London - The United Arab Emirates has deposited $1 billion in the Central Bank of Egypt, which is in the process of introducing significant austerity measures to revive its economy.
The deal signed by Director- General of the Abu Dhabi Fund for Development (ADFD) Moham­med al-Suwaidi and Egypt Central Bank Governor Tarek Amer comes as Cairo readies itself to meet Inter­national Monetary Fund (IMF) loan obligations.
“[The deposit] demonstrates the UAE’s commitment to support our long-term partners, ensuring their economic growth and stability and is a landmark agreement, which will make an immediate difference to the Egyptian economic system,” Suwaidi said.
IMF representatives and Egyp­tian officials reached a tentative deal that allows Egypt to receive $12 billion over a three-year period. In return, Cairo must reform the Egyptian economy.
A statement on the official UAE news agency said: “This support comes within the framework of strategic cooperation and coordi­nation between the two countries and out of the UAE’s unwavering stand in support of Egypt and its people to promote the develop­ment process, as well as the recog­nition of Egypt’s central role in the region.”
Egyptian economic expert Khalid al-Shafey said the UAE pledge would support the Egyptian government’s economic reform programme.
The $1 billion deposit into Egypt’s central bank, Shafey said, would “contribute to creating a state of decline in the price of the US dol­lar on the black market. It will also help, along with the approaching first instalment of the IMF loan, in pushing forward the overall recov­ery of the Egyptian economy”.
Observers said Gulf states are gambling on the recovery of the Egyptian economy and national security until it can return to its role as a major regional power, par­ticularly in light of regional forces, such as Turkey and Iran, interfer­ing in Arab affairs.
Egypt is suffering after-effects from the “Arab spring” on its economy and security. It is grap­pling with a dollar shortage and dwindling foreign reserves. The government has been preparing the Egyptian public for major eco­nomic reform measures, which will include cutting subsidies.
Egypt will cut fuel subsidies over the next three years and reduce spending on them by nearly 43% in the 2016-17 budget, officials con­firmed.
Egyptian President Abdel Fattah al-Sisi said officials have waited too long to implement essential eco­nomic measures and the future of the country was at stake.

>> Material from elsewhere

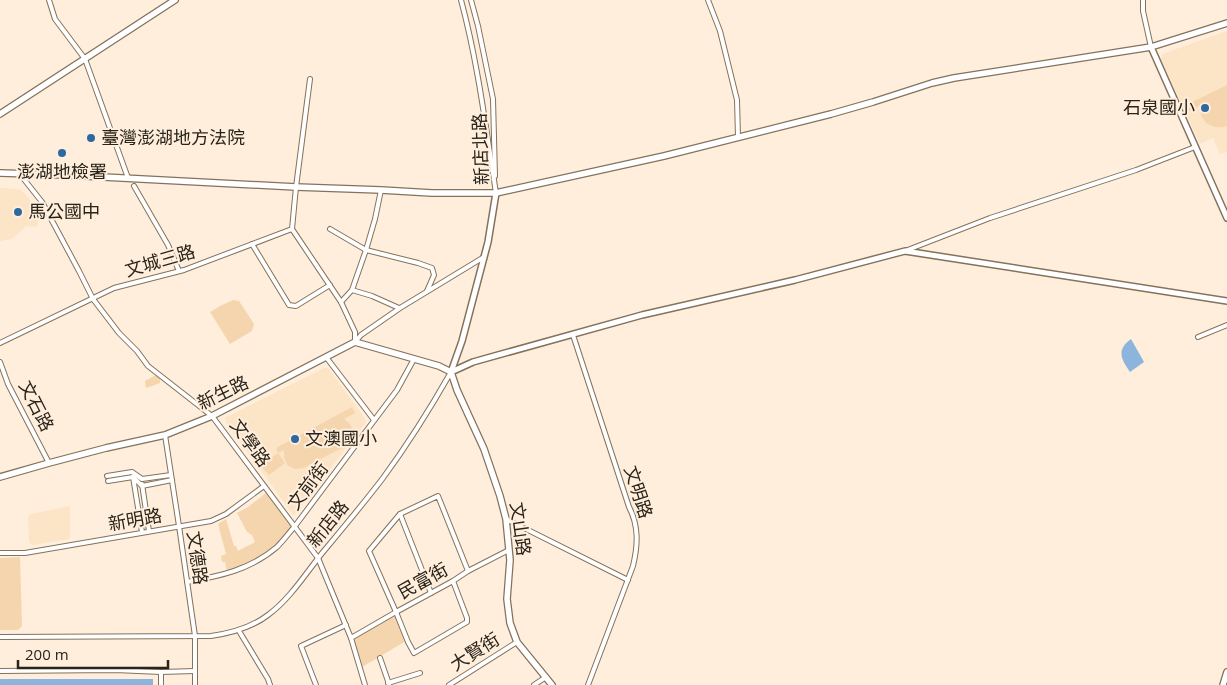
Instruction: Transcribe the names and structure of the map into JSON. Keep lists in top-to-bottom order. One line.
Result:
{"streets":{"main road":["新生路","文山路"],"street":["新店北路","文城三路","文石路","文學路","文前街","文明路","新明路","新店路","文德路","民富街","大賢街"]},"crossings":[["新店北路","新店路"],["文城三路","文學路"],["新生路","文石路"],["新生路","文學路"],["新生路","文德路"],["文學路","文前街"],["文學路","新明路"],["文學路","新店路"],["文學路","民富街"],["文前街","文德路"],["新明路","文德路"],["新店路","文山路"],["新店路","文德路"],["文山路","民富街"],["文山路","大賢街"]],"places":["石泉國小","臺灣澎湖地方法院","澎湖地檢署","馬公國中","文澳國小"],"scale_bar":"200 m"}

“The size of the challenges is beyond imagination and the re­sponsibility for coping with them doesn’t fall solely on my shoulders but is a responsibility shared by Egyptians as a whole,” Sisi told Al- Ahram newspaper.
Under the conditions of the IMF loan, Egypt must secure $6 billion from bilateral creditors before the loan can be approved. The UAE was the first to pledge its support.